Violent medical disputes in China: two stories, two viewpoints

by Michael Woodhead
Two stories in China's media this week illustrate the ongoing problem of medical disputes that turn violent. Doctors and nurses work in fear while patients and families vent their frustration at being treated abysmally by a broken system.
It is only two months since Dr Wang Yunjie was killed by an irate patient at the hospital where he was working in Wenling, Zhejiang. And yet despite the national outrage this incident provoked, doctors at the hospital say they are still facing threats of violence from patients and their families. This week in China News, a 28-year old rehabilitation physician at the hospital, Dr Chen Junrui, recounts how staff have faced further attacks. He says that only a few days previously one of his female colleagues was assaulted by the family of a young boy who died of septicaemia. There was no way to save the boy, the doctor says, but the family would not listen to reason and called in a whole gang of other relatives and friends to berate staff and beat them, he says. A similar incident occurred only yesterday to him, and he was only narrowly able to defuse the situation, he told the reporter.

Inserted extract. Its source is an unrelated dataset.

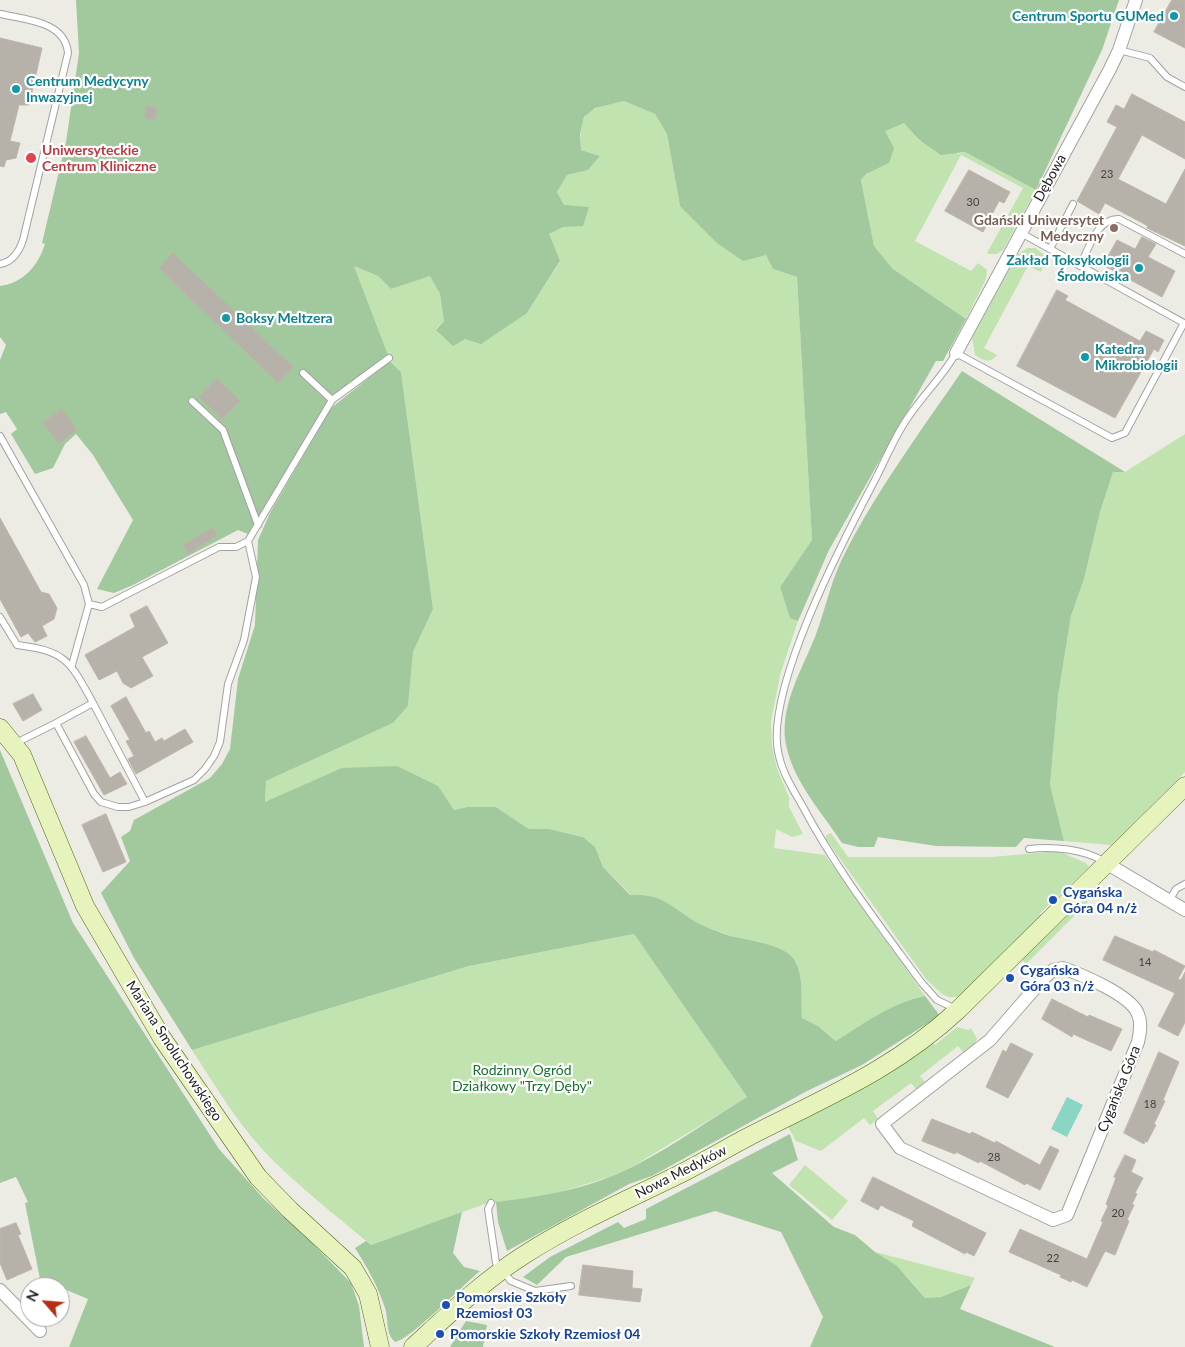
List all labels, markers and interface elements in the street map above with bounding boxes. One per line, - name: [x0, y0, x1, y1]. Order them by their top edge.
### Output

According to Dr Chen, relations between doctors and patients have deteriorated in the last three years. He says he comes from a medical family and his parents worked at a time when doctors were respected. Now they still talk medicine over the evening meal, but the conversation is all about how unsafe they feel at work.
Dr Chen says he is aware the system does not work well. Some days doctors have to see 100 patients in one shift, and they are often exhausted. But he say patients should not blame doctors and staff for the problems, and should be aware that healthcare workers are trying to do their best. He also blames certain sections if the media for portraying medical staff as corrupt, callous and uncaring.

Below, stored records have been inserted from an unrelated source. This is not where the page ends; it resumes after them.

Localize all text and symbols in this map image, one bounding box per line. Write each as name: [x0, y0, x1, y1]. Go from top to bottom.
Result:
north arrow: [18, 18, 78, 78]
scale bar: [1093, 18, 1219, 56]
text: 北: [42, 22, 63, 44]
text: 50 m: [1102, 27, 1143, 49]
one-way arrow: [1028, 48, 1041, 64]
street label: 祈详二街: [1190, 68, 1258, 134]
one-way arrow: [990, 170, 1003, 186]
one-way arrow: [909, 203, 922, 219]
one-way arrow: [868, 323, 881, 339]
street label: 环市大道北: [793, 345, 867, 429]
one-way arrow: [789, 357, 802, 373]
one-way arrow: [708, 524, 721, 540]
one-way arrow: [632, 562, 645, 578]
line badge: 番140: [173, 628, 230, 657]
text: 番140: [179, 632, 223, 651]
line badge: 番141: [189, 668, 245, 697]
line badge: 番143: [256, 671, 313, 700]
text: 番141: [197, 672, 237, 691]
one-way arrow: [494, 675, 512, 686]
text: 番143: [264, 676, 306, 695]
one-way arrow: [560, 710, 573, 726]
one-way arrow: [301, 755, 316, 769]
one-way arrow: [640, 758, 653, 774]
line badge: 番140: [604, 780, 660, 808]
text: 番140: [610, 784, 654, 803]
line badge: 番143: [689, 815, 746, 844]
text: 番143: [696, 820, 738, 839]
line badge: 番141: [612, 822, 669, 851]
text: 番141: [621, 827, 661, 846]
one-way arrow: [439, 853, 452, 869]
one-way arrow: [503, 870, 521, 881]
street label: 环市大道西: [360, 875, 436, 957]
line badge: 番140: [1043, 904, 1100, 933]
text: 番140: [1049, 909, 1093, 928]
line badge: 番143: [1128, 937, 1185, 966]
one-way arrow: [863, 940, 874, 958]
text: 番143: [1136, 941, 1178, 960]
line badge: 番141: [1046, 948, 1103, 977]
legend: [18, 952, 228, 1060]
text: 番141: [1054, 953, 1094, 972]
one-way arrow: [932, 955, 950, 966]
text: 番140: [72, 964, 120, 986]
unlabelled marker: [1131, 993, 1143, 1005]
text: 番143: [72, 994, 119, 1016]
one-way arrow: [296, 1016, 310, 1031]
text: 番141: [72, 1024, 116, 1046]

"Since the killing, security measures have been stepped up and we now have security staff patrolling every half hour. But the main feeling I have at work is a lack of safety," he says.

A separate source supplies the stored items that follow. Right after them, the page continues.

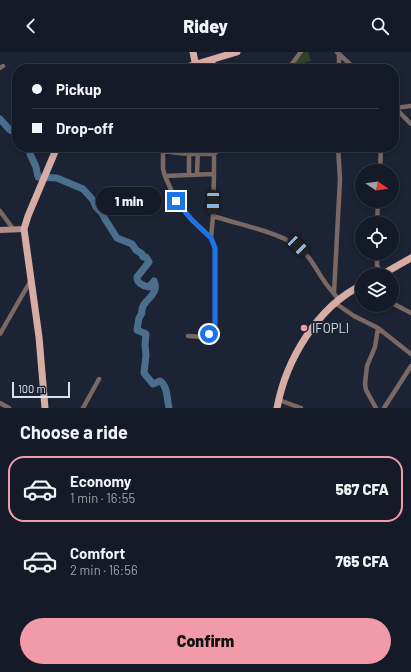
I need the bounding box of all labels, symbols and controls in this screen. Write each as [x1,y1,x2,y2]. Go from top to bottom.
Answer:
icon: back [20,15,42,37]
text: Ridey [183,15,228,37]
icon: search [369,15,391,37]
text: Pickup [56,80,102,98]
text: Drop-off [56,119,114,137]
north arrow [355,164,399,208]
map controls [355,164,399,312]
callout: 1 min [96,187,162,215]
car [207,190,219,214]
route end [167,192,185,210]
text: 1 min [115,193,143,209]
button: locate [355,216,399,260]
car [285,233,311,259]
button: layers [355,268,399,312]
place label: IFOPLI [312,320,349,336]
marker: IFOPLI [299,323,309,333]
route start [200,325,218,343]
scale bar [12,380,70,399]
text: 100 m [18,382,46,395]
text: Choose a ride [20,421,128,443]
icon: car [22,471,58,507]
text: Economy [70,472,131,490]
text: 567 CFA [335,480,389,498]
text: 1 min · 16:55 [70,490,135,506]
icon: car [22,543,58,579]
text: Comfort [70,544,125,562]
text: 765 CFA [335,552,389,570]
text: 2 min · 16:56 [70,562,138,578]
button: Confirm [20,618,391,664]

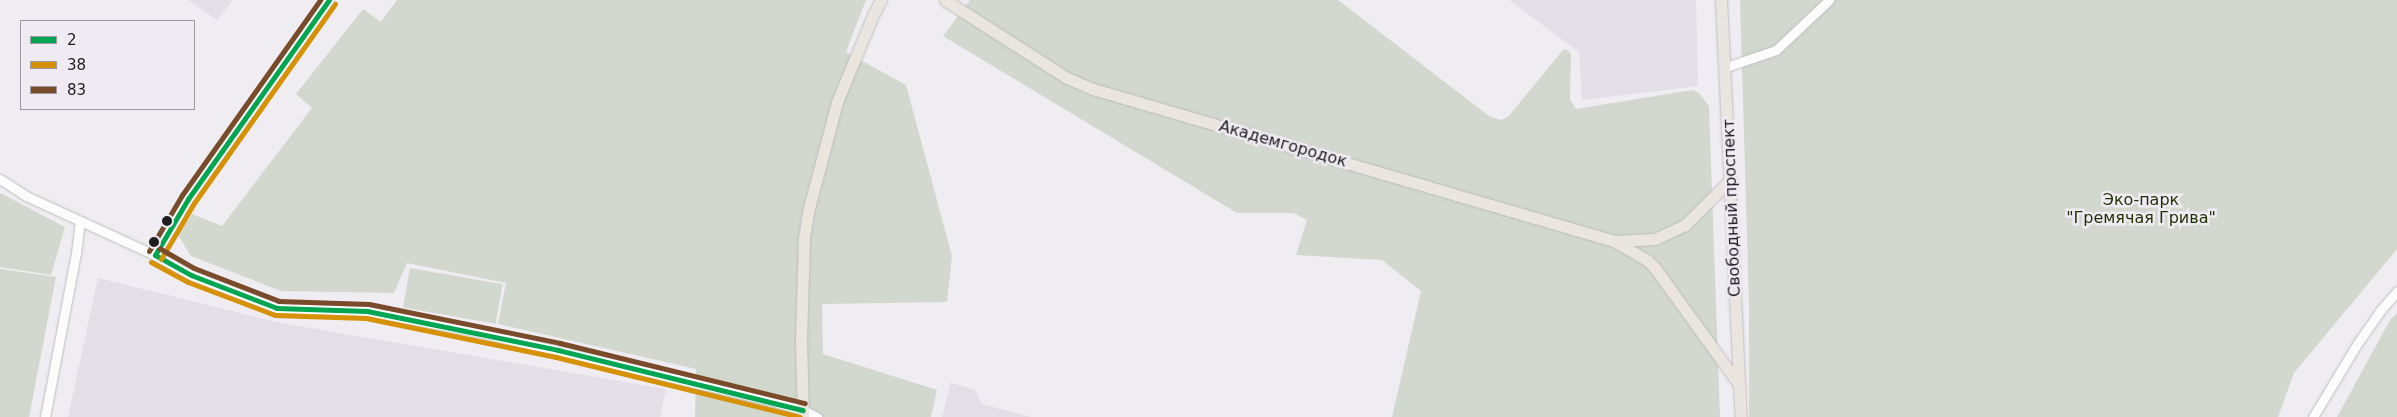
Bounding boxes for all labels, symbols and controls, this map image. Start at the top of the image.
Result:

Another story that has captured the attention of the Chinese media this week shows another side of the story. According to CNTV, a doctor at a Beijing hospital was assaulted by a patient who was bleeding badly but who was refused treatment until he waited in line to register and pay. The man had been drinking when he cut himself badly on a broken bottle. Bleeding badly from a wound, he and a group of friends rushed to a nearby hospital for treatment. However, when he sought first aid from a doctor to stop the bleeding he was told to go to the back of the queue and wait. Enraged, the man kicked the doctor to the floor and his friends also assaulted several security guards who tried to control the situation. The man was eventually arrested by police and taken into custody.
A commentary said the young man's eagerness to get treatment and his frustration at being refused were understandable, but this was no excuse to kick a doctor or for family members to assault and obstruct security guards. The man is now facing a three year prison sentence.